* What the task asks *
Write out the listing below exactly, beginning at its first line and ending with the line that contains "Transcribe the names".

* Available data *
^^^^^^^^^^^^^^^^

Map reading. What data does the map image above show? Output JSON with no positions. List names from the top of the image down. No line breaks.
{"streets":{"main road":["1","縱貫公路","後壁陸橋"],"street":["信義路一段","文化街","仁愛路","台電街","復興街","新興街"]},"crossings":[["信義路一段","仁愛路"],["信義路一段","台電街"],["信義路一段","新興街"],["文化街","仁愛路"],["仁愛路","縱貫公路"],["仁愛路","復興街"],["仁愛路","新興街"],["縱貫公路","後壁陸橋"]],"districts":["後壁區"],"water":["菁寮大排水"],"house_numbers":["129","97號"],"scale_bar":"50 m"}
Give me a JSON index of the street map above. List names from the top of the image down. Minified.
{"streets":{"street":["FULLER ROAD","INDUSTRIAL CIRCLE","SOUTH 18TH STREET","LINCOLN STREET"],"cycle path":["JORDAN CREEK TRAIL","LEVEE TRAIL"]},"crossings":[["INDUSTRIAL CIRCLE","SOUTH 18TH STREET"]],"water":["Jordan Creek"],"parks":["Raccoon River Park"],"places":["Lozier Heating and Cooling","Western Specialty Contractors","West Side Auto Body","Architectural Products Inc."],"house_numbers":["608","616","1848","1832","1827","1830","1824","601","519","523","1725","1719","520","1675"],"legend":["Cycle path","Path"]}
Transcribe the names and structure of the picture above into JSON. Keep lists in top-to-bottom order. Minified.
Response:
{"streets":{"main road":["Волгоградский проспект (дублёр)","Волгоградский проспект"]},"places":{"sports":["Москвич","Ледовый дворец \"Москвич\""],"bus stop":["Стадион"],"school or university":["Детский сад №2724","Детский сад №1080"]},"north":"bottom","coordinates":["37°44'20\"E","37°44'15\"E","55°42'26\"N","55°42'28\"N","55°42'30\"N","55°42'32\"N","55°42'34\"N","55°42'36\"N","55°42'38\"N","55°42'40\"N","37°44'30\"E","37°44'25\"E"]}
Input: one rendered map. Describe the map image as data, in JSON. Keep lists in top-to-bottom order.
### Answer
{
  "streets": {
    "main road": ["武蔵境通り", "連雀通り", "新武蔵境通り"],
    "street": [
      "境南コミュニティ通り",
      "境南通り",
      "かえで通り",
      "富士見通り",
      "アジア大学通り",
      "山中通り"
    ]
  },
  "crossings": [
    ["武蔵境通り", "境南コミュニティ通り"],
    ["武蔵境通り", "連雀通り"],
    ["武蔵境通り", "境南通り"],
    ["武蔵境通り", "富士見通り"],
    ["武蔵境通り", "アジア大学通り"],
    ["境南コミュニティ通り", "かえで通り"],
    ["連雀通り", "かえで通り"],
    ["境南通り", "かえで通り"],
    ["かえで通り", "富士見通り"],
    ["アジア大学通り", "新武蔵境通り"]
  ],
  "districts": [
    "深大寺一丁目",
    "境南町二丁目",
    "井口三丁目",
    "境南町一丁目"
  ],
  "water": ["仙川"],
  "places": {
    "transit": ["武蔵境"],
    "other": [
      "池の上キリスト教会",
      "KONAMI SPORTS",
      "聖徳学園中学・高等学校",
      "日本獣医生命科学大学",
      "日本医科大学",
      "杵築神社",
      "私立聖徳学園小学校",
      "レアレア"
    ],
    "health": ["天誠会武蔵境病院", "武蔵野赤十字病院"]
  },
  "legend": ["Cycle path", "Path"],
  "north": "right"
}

^^^^^^^^^^^^^^^^

* The answer *
Map reading. What data does the map image above show? Output JSON with no positions. List names from the top of the image down. No line breaks.
{"streets":{"main road":["1","縱貫公路","後壁陸橋"],"street":["信義路一段","文化街","仁愛路","台電街","復興街","新興街"]},"crossings":[["信義路一段","仁愛路"],["信義路一段","台電街"],["信義路一段","新興街"],["文化街","仁愛路"],["仁愛路","縱貫公路"],["仁愛路","復興街"],["仁愛路","新興街"],["縱貫公路","後壁陸橋"]],"districts":["後壁區"],"water":["菁寮大排水"],"house_numbers":["129","97號"],"scale_bar":"50 m"}
Give me a JSON index of the street map above. List names from the top of the image down. Minified.
{"streets":{"street":["FULLER ROAD","INDUSTRIAL CIRCLE","SOUTH 18TH STREET","LINCOLN STREET"],"cycle path":["JORDAN CREEK TRAIL","LEVEE TRAIL"]},"crossings":[["INDUSTRIAL CIRCLE","SOUTH 18TH STREET"]],"water":["Jordan Creek"],"parks":["Raccoon River Park"],"places":["Lozier Heating and Cooling","Western Specialty Contractors","West Side Auto Body","Architectural Products Inc."],"house_numbers":["608","616","1848","1832","1827","1830","1824","601","519","523","1725","1719","520","1675"],"legend":["Cycle path","Path"]}
Transcribe the names and structure of the picture above into JSON. Keep lists in top-to-bottom order. Minified.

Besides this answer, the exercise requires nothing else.